◆ **DESCRIPTION OF THE TASK**: What is the number of lines in these entries that include "baseFrequency"? Write that number and no other text.
# # # # # # #
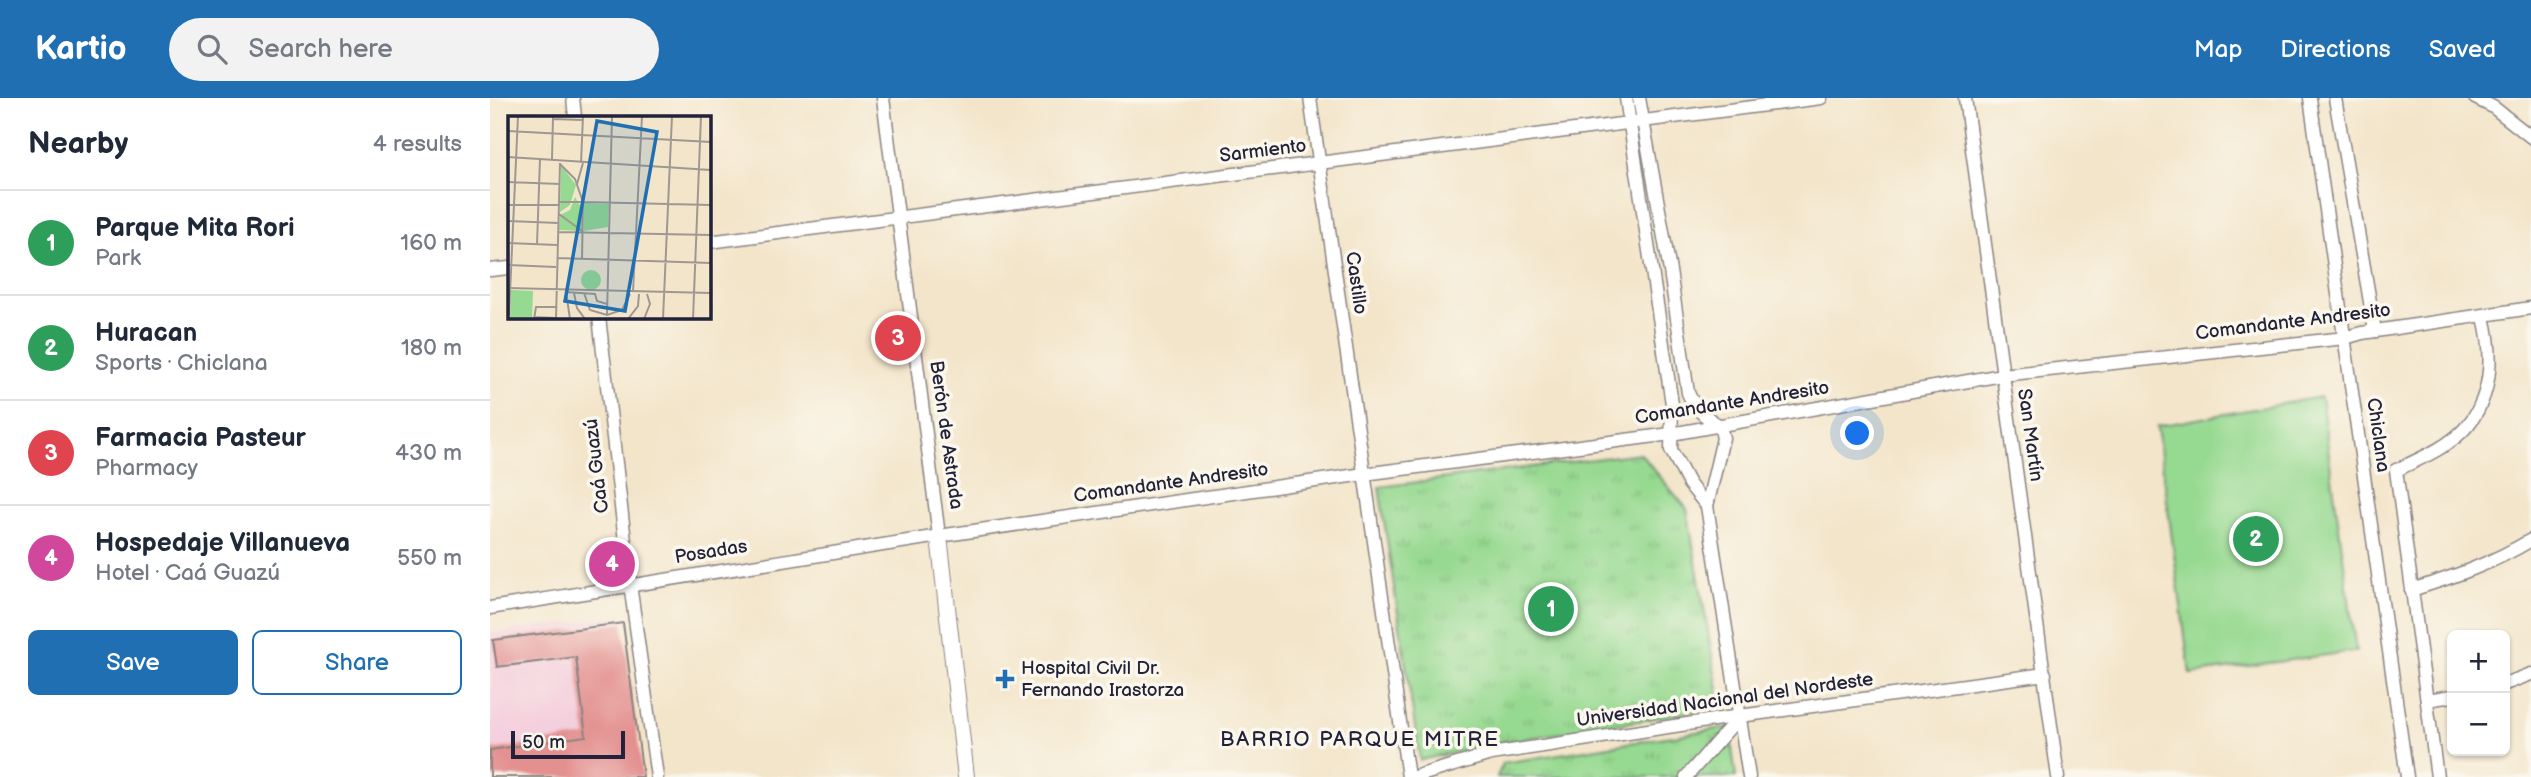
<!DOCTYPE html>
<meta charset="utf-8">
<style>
body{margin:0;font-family:"Balsamiq Sans",sans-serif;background:#f2f2f3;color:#1f2937}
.controls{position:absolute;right:21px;bottom:21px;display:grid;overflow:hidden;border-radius:10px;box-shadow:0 2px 5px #0004}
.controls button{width:63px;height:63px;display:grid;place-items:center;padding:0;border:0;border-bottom:2px solid #e0e1e3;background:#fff;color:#1f2937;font:35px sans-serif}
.scale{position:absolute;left:21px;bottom:18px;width:114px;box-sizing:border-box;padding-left:7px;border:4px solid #22223b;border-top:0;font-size:19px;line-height:24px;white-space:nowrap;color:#22223b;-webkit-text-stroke:5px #fbf7ec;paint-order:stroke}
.you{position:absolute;left:1368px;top:336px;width:24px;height:24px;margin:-18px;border:5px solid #fff;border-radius:50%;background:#1a73e8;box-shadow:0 0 0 10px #1a73e833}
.badge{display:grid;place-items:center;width:46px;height:46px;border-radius:50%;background:#1f6fb2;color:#fff;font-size:23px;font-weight:700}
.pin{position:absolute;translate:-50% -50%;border:4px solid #fff;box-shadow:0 2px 7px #0006}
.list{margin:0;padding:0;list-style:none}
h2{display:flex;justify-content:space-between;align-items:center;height:91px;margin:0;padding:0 28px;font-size:30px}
h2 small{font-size:23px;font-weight:400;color:#747a83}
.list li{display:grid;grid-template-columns:46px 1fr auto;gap:21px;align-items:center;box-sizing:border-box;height:105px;padding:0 28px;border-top:2px solid #e0e1e3}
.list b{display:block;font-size:26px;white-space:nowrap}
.list p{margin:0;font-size:23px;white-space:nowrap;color:#747a83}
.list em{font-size:23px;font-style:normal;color:#747a83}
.actions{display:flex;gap:14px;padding:21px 28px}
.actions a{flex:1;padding:16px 0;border:2px solid #1f6fb2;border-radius:10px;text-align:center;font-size:24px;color:#1f6fb2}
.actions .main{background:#1f6fb2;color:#fff}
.icon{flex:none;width:38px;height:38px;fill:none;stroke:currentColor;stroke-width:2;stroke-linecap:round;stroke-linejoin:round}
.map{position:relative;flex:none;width:2041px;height:679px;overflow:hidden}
header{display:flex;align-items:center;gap:42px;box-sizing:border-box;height:98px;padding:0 35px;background:#1f6fb2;color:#fff}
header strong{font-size:33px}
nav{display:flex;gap:38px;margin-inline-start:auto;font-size:24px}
.search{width:490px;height:63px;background:#f2f2f3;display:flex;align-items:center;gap:18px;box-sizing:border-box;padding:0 24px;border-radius:38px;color:#747a83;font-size:26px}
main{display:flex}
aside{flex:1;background:#fff}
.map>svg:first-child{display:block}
.built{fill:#f4cfdd}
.grass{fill:#96d990;stroke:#5c7e66;stroke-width:2}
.park{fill:url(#park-tufts);stroke:#5c7e66;stroke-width:2}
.building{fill:#e3908f}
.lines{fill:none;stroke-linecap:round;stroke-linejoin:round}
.minor-casing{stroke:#8a8482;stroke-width:15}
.tertiary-casing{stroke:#8a8482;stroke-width:18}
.minor{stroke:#fff;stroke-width:12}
.tertiary{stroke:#fff;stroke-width:16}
.poi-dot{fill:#1f6fb2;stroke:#fbf7ec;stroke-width:2.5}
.labels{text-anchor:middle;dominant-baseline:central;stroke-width:7;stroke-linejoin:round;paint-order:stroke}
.street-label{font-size:19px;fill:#22223b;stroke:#fbf7ec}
.poi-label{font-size:19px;fill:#22223b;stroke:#fbf7ec;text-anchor:start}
.neighbourhood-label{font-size:21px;letter-spacing:2px;fill:#22223b;stroke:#fbf7ec}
.inset-road{fill:none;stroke:#9f9791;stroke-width:2}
.view{fill:#1f6fb2;fill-opacity:0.15;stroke:#1f6fb2;stroke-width:3.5}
.inset-edge{fill:none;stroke:#22223b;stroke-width:3.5}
</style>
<header>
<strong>Kartio</strong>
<div class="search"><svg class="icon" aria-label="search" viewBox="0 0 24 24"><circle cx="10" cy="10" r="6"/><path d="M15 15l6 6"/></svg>Search here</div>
<nav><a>Map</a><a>Directions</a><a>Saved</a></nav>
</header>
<main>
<aside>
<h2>Nearby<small>4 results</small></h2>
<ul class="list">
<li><span class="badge" style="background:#2e9e5b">1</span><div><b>Parque Mita Rori</b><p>Park</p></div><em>160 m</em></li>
<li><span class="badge" style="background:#2e9e5b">2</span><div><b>Huracan</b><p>Sports · Chiclana</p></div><em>180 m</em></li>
<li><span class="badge" style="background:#e0444e">3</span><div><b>Farmacia Pasteur</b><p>Pharmacy</p></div><em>430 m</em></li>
<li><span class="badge" style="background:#d1479c">4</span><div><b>Hospedaje Villanueva</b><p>Hotel · Caá Guazú</p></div><em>550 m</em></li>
</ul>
<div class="actions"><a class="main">Save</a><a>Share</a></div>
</aside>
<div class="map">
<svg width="2041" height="679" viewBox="0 0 2041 679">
<defs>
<pattern id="park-tufts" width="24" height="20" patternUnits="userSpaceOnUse" patternTransform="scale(1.75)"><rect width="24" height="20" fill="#96d990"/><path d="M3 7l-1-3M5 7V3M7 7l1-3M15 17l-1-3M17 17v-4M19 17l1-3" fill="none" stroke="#81ba7d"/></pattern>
</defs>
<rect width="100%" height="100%" fill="#fbf7ec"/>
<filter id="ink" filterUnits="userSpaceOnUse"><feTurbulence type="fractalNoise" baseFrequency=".0143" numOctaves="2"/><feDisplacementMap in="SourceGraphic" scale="14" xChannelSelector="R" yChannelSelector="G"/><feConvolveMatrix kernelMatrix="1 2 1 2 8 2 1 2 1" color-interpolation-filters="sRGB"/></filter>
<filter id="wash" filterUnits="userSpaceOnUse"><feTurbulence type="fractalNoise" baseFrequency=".00686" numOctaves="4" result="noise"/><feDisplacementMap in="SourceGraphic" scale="28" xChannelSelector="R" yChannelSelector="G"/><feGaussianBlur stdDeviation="1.57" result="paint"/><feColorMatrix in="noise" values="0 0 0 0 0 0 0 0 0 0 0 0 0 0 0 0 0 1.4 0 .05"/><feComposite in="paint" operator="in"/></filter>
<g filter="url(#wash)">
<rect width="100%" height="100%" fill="#f3e5ca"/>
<path class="built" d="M132 518 153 679H0V535Z"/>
<path class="grass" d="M1831 299 1866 553 1700 576 1667 328Z"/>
<g class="park">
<path d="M1150 355 1197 411 1231 610 1013 644 930 662 889 389Z"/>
<path d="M1239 629 1246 679H1007L1013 665Z"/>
</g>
<g id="blocks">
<path class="building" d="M133 525 153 679H0V652L96 638 86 559 7 569 3 542Z"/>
</g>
</g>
<g filter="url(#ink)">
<use href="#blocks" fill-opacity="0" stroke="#8a8482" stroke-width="2"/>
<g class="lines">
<defs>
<g id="minor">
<path d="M83 0 85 19"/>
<path d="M393 0 449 438"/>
<path d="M820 0 918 679"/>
<path d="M1136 0 1182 306 1181 352 1199 386 1217 408"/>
<path d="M1149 0 1180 173 1198 295C1205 311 1215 319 1230 328"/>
<path d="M1475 0 1568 679"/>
<path d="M1820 0 1917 679"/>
<path d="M1845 0 1885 233"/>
<path d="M1985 0 2003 9 2041 39"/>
<path d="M219 144 1331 0"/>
<path d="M0 172 19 170"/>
<path d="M109 219 140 486 167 679"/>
<path d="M1230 328 1233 340 1217 408 1259 679"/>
<path d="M1921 492C1964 479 2003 465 2041 442"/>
<path d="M0 510 449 438 874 376 1181 336 1512 277 1855 240 1872 235 2041 210"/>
<path d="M2015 586 2041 576"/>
<path d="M1937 602 1962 598"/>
<path d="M924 679 1001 656 1250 618 1555 576"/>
<path d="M1196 679 1250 618"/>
<path d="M1947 679 1906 372C1930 361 1961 348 1978 327 2003 295 2003 255 1994 219"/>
</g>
<path id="tertiary" d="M449 438 476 679"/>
</defs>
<use href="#minor" class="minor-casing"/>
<use href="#tertiary" class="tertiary-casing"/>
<use href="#minor" class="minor"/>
<use href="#tertiary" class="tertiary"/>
</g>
</g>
<path class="poi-dot" d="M511.5 570.5h7v7h7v7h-7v7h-7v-7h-7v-7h7z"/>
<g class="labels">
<g class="street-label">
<text transform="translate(773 53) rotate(-7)">Sarmiento</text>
<text transform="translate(866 185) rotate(82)">Castillo</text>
<text transform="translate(1803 224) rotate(-7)">Comandante Andresito</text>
<text transform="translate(1242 305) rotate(-9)">Comandante Andresito</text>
<text transform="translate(456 337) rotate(82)">Berón de Astrada</text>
<text transform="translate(1540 337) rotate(82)">San Martín</text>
<text transform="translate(1888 337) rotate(82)">Chiclana</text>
<text transform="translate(107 368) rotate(-97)">Caá Guazú</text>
<text transform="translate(681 385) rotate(-8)">Comandante Andresito</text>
<text transform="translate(221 454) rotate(-9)">Posadas</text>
<text transform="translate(1235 602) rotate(-8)">Universidad Nacional del Nordeste</text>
</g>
<g class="poi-label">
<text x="531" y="570">Hospital Civil Dr.<tspan x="531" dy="22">Fernando Irastorza</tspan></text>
</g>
<g class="neighbourhood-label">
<text x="870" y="641">BARRIO PARQUE MITRE</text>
</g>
</g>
<g transform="translate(18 18)">
<rect width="203" height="203" fill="#f3e5ca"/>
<path d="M73 164a10 10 0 1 1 20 0a10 10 0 1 1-20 0ZM3 174 25 175 24 203H2Z" fill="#96d990"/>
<path d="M53 49 68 69 62 89 52 96ZM67 81 75 95 74 115 51 114 52 99 62 94ZM76 87 101 88 100 111 76 115Z" fill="#96d990"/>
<path class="inset-road" d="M45 3 74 4M0 15 203 26M0 41 203 54M44 44 45 0M73 47 75 0M52 48 67 63 75 86 203 89M0 66 52 68M69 68 75 47M51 86H75L74 144M0 89H51M51 98 74 115M0 105 50 107M50 116 203 119M0 127 49 129M29 128 32 43M49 142 203 147M0 149 48 151M0 172 203 177M125 176 134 0M66 177 69 192 77 203M76 177 82 194 99 199 114 194 122 178M1 199 10 0M99 199 104 0M26 201 48 202M26 203 28 191H48M48 203 52 47M62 203 58 176 87 178 89 185 99 188M120 203 130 190 131 178M136 203 142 188 139 178M155 203 164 0M185 203 193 0"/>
<path class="view" d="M89 5 149 16 117 195 57 185Z"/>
<rect width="203" height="203" class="inset-edge"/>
</g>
</svg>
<div class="controls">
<button>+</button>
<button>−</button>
</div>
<div class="scale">50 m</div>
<div class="you"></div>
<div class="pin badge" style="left:1061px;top:511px;background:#2e9e5b">1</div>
<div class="pin badge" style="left:1766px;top:441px;background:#2e9e5b">2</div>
<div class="pin badge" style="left:408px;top:240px;background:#e0444e">3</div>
<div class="pin badge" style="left:122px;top:466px;background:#d1479c">4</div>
</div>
</main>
# # # # # # #
◆ **ANSWER TO THE PROBLEM**: 2